FLUORESCENCE STUDIES OF BIOPHYSICAL PROPERTIES OF POLYUNSATURATED PHOSPHOLIPIDS

多不饱和磷脂生物物理性质的荧光研究

• 批准号: 3789513
• 负责人: N SALEM
• 金额: --
• 依托单位: NATIONAL INSTITUTE ON ALCOHOL ABUSE AND ALCOHOLISM
• 依托单位国家: 美国
• 资助国家: 美国
• 起止时间: 至
• 项目状态: 未结题
• 来源: https://reporter.nih.gov/project-details/3789513
• 关键词: alcoholic beverage consumption; arachidonate; biophysics; drug withdrawal; ethanol; fluorescent dye /probe; laboratory rat; lipid bilayer membrane; membrane activity; membrane lipids; microsomes; omega 3 fatty acid; phospholipids; saturated /unsaturated bonds; unsaturated fatty acids

Alcohol induced depletion of polyunsaturated lipids alters the physical and functional properties of biological membranes. Chronic alcohol exposure is known to cause resistance to ethanol induced membrane disordering. Fluorescence studies in our laboratory confirm that this response recovers 2 to 3 days post-withdrawal in rat liver microsomes. Bulk membrane "fluidity" measurements with DPH detect no difference in basal membrane order between controls and liver microsomes from the withdrawal group. However, a localized membrane probe, TMA-DPH, detected a alcohol-exposed animals at 24 hours post-withdrawal, the withdrawal group having a higher membrane order. Fluorescent probes localized in specific areas of these bilayers suggest that alcohol induced changes in lipid composition affect membrane organization in very distinct lipid domains. Furthermore, our laboratory has shown that alcohol depletes the long chain polyunsaturated fatty acids such as 20:4n6 and 22:6n3 from membranes. We hypothesize that there is a specialization in the localization and function of the 22:6-phospholipids in biological membranes. To test this hypothesis, the physical environment of 2:6n3 and other polyunsaturated phospholipids have been studied using fluorescence anisotropy in small unilamellar vesicles. We have found that under defined conditions, bilayers containing 22:6n3 species become more highly packed than bilayers containing species with fewer double bonds. However, rotational correlation times of the same samples indicate that the local environment along the fatty acyl chains becomes increasingly disordered with increasing unsaturation.

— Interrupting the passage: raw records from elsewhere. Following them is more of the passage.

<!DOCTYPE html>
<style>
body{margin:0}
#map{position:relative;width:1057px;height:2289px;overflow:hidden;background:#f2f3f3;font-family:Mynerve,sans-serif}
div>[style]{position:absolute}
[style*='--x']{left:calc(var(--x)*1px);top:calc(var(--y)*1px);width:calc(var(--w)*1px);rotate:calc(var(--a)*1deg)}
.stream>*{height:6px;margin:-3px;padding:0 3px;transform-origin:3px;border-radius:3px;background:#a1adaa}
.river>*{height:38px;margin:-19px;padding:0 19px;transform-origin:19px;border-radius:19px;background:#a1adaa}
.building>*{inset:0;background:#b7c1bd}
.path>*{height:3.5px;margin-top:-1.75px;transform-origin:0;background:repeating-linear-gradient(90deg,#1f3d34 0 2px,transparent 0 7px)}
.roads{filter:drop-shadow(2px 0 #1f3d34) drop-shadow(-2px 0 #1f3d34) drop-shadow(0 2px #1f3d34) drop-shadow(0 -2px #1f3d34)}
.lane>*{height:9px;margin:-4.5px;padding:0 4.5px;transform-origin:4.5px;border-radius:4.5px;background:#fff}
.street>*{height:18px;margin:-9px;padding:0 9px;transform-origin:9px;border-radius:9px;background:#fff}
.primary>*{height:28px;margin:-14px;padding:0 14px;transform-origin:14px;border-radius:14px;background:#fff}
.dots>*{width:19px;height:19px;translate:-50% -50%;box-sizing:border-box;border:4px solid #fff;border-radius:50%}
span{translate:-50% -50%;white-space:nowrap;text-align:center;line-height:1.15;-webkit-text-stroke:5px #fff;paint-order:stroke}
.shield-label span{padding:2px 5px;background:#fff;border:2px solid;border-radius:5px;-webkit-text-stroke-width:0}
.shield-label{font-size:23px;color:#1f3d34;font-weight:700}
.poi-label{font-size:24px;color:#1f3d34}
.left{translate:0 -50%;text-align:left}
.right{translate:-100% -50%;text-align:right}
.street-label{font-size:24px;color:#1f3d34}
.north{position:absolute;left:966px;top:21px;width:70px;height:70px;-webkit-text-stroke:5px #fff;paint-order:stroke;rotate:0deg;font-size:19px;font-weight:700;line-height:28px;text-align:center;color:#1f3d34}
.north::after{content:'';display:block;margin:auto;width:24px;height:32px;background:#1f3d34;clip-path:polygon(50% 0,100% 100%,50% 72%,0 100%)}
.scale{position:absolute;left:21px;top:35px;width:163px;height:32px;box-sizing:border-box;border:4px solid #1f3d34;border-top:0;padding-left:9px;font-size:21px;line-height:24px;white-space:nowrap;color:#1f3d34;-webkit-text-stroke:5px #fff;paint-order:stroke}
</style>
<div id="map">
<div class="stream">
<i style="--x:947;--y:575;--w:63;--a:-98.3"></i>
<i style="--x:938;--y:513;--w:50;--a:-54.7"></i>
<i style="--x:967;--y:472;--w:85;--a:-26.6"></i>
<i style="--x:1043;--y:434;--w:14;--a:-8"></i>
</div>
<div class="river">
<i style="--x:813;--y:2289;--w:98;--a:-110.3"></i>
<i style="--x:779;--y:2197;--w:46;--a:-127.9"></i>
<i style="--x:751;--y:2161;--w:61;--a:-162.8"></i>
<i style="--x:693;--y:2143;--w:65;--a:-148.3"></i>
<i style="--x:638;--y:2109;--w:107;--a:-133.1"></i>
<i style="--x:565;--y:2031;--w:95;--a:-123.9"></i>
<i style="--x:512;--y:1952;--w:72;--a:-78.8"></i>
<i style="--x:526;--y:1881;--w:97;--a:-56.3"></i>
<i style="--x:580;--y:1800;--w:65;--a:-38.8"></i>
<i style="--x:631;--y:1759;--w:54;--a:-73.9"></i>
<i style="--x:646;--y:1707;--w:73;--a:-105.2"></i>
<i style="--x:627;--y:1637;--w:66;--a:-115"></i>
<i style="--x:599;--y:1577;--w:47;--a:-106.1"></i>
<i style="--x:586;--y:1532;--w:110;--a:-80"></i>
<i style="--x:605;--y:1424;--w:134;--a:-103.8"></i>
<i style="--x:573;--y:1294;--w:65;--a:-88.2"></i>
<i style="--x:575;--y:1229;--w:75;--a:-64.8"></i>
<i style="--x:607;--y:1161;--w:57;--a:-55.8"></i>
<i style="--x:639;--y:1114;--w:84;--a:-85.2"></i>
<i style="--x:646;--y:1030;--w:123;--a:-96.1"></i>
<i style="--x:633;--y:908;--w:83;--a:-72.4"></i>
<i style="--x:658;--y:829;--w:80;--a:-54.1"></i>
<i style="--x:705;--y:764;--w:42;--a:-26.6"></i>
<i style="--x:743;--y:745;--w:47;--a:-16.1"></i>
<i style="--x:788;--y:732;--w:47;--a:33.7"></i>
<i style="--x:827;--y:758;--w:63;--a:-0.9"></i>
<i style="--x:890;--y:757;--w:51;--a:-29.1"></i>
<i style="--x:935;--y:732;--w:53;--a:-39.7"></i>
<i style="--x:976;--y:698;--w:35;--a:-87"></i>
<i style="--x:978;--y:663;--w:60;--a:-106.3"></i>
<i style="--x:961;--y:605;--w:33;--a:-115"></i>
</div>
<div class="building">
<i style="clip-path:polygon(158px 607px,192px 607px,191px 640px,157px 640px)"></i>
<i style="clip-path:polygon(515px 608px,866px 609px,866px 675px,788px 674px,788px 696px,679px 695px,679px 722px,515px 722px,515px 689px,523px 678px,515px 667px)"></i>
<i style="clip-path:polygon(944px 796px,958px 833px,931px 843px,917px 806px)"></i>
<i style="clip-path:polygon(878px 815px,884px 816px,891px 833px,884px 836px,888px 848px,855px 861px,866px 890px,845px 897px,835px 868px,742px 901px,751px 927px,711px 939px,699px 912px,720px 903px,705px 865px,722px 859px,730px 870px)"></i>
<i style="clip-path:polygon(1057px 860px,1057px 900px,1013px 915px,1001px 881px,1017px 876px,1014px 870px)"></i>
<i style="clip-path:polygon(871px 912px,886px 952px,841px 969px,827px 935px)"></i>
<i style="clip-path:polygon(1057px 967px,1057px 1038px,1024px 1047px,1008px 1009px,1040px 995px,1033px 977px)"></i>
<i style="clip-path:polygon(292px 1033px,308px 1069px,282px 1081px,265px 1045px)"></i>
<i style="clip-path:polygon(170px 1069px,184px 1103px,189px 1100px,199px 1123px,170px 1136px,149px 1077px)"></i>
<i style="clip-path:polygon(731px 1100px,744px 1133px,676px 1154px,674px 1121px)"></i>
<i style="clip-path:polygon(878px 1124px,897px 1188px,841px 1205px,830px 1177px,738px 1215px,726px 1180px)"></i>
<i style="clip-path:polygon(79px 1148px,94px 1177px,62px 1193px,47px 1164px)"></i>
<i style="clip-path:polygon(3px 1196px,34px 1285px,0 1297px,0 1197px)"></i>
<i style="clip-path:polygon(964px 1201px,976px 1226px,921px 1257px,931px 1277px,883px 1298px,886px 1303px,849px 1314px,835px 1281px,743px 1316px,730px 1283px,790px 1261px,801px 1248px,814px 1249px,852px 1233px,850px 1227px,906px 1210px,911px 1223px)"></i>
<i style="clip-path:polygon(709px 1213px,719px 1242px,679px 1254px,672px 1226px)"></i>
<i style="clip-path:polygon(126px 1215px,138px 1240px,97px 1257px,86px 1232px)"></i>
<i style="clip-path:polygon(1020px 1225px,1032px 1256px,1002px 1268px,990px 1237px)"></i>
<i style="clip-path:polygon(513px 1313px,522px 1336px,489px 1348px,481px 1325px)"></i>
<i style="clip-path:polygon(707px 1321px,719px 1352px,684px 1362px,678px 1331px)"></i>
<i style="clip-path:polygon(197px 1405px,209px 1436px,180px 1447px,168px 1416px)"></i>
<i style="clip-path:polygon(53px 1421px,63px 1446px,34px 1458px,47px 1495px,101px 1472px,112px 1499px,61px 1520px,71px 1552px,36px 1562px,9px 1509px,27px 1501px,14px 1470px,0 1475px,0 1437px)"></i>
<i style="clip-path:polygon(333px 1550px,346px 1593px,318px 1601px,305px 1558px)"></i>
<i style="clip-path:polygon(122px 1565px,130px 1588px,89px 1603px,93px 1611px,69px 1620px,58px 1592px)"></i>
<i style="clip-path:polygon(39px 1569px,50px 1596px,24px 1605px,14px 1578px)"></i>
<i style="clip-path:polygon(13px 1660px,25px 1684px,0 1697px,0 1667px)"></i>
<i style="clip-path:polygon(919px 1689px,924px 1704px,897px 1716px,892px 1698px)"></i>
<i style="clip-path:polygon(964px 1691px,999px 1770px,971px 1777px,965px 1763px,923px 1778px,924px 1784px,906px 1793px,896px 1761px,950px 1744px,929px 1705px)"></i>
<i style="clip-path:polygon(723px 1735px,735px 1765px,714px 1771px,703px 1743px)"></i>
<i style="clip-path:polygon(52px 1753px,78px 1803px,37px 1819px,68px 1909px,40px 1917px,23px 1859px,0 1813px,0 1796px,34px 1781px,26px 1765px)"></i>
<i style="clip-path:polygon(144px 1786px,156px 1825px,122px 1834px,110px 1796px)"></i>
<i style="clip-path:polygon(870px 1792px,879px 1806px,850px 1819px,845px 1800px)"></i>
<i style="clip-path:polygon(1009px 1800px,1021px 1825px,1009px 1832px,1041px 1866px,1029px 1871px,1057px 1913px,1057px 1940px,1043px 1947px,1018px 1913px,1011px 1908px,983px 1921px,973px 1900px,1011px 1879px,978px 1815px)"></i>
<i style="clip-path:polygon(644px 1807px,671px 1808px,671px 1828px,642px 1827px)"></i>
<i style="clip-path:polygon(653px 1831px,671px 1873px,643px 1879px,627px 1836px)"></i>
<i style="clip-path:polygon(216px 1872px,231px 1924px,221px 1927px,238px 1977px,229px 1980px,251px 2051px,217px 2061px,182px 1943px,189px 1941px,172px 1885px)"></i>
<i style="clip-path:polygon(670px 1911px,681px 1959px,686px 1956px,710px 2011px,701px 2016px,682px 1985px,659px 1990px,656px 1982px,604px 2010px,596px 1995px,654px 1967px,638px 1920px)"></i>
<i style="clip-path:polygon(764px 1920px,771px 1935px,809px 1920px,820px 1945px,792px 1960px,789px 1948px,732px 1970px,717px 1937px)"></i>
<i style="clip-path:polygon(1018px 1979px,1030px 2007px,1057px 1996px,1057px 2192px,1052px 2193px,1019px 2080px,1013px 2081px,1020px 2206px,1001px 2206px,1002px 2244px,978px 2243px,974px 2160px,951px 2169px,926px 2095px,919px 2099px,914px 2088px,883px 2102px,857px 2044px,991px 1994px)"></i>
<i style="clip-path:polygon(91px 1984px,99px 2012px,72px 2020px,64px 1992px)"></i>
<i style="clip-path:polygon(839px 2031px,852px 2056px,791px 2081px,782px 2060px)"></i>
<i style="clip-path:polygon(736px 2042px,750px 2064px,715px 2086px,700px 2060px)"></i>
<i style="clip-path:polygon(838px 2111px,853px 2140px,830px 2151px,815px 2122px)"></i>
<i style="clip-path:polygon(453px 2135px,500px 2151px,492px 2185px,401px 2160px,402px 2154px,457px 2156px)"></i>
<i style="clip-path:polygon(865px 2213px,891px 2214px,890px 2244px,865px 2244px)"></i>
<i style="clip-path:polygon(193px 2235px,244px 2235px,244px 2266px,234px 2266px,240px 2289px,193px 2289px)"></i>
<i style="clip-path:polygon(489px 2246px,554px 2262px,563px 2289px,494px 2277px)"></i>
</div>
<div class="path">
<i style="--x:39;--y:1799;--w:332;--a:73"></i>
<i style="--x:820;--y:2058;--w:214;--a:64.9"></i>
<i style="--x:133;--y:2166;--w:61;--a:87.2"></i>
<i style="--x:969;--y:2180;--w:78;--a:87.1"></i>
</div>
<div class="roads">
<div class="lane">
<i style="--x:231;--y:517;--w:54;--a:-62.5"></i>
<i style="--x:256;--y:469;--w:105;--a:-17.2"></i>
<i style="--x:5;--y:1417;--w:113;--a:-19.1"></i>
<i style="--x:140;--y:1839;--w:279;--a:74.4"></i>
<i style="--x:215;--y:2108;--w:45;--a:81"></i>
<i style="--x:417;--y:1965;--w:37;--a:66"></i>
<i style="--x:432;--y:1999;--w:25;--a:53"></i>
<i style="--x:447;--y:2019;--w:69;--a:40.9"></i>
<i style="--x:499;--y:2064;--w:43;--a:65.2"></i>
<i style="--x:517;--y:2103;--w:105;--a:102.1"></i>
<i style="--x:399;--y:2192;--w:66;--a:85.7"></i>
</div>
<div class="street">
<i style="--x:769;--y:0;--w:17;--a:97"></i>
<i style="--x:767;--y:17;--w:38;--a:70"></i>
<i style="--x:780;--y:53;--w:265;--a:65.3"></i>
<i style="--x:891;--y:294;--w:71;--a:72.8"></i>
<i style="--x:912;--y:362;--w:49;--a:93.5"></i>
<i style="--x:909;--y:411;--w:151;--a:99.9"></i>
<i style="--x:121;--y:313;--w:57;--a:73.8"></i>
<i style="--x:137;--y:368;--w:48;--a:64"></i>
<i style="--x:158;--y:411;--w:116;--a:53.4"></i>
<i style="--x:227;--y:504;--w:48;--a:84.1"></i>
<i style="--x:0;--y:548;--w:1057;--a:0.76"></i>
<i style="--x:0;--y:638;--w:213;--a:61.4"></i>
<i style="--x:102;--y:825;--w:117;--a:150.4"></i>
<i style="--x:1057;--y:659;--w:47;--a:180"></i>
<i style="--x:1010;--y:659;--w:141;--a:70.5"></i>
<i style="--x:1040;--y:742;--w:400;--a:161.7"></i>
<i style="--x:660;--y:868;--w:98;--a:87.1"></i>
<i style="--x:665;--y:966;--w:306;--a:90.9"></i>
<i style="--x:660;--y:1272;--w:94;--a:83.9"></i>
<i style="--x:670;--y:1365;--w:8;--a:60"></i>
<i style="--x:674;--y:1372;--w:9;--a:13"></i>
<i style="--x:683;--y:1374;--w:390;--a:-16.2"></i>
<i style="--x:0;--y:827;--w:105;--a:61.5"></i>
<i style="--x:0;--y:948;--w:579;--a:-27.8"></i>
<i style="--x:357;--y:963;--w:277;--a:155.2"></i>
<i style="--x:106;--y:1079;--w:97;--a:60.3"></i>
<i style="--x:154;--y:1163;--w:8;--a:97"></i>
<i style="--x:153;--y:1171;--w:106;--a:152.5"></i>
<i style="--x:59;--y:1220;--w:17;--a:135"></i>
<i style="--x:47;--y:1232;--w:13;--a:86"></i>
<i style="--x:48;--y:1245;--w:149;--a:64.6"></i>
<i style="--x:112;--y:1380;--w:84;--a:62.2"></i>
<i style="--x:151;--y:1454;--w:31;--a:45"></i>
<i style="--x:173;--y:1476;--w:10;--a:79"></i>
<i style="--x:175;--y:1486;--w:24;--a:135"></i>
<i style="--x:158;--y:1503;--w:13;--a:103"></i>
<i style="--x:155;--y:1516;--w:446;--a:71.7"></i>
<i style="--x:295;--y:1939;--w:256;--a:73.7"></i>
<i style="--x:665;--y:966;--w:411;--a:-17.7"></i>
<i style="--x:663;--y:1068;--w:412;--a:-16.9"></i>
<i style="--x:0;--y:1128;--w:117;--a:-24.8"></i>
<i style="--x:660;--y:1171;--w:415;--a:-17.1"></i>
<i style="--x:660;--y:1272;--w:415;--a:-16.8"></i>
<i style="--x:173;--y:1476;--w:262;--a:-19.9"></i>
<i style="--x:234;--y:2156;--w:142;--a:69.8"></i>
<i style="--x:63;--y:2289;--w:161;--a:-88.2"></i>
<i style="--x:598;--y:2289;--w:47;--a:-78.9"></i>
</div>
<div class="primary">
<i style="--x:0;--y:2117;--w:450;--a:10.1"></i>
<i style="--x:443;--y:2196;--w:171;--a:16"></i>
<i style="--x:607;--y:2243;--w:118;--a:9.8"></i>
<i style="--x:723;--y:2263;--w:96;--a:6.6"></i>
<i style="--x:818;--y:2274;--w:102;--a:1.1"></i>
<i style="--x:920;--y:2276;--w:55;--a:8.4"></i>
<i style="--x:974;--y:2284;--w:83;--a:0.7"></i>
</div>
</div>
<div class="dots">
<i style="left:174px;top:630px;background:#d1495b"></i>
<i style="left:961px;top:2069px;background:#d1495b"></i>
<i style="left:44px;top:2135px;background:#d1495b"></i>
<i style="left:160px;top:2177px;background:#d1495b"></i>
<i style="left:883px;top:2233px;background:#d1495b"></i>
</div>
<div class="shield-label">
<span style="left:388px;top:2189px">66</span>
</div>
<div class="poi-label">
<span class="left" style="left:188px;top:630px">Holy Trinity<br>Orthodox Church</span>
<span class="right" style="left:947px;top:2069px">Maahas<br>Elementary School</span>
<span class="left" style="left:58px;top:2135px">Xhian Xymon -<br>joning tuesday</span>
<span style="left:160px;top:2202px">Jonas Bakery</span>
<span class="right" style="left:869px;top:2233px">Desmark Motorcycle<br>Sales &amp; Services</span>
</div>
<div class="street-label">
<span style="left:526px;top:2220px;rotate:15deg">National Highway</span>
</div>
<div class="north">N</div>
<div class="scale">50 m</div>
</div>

酒精引起的多不饱和脂质消耗会改变身体 以及生物膜的功能特性。 长期酗酒 已知暴露会导致对乙醇诱导的膜产生抗性 混乱。 我们实验室的荧光研究证实了这一点 大鼠肝微粒体的反应在停药后 2 至 3 天恢复。 使用 DPH 测量大容量膜“流动性”，未发现差异 对照组和肝微粒体之间的基底膜顺序 撤退组。 然而，局部膜探针 TMA-DPH 检测到 戒断后 24 小时内暴露于酒精的动物，戒断 具有较高膜序的组。 荧光探针定位于 这些双层的特定区域表明酒精引起的变化 脂质成分影响非常不同的脂质的膜组织 域。 此外，我们的实验室表明，酒精会消耗 长链多不饱和脂肪酸，例如 20:4n6 和 22:6n3 膜。 我们假设有一个专业化 22:6-磷脂在生物体内的定位和功能 膜。 为了检验这个假设，2:6n3 的物理环境和 已使用荧光研究了其他多不饱和磷脂 小单层囊泡的各向异性。 我们发现，在下 限定条件下，含有 22:6n3 物种的双层变得更高 比含有较少双键物质的双层更堆积。 然而， 相同样本的旋转相关时间表明局部 沿着脂肪酰基链的环境变得越来越无序 随着不饱和度的增加。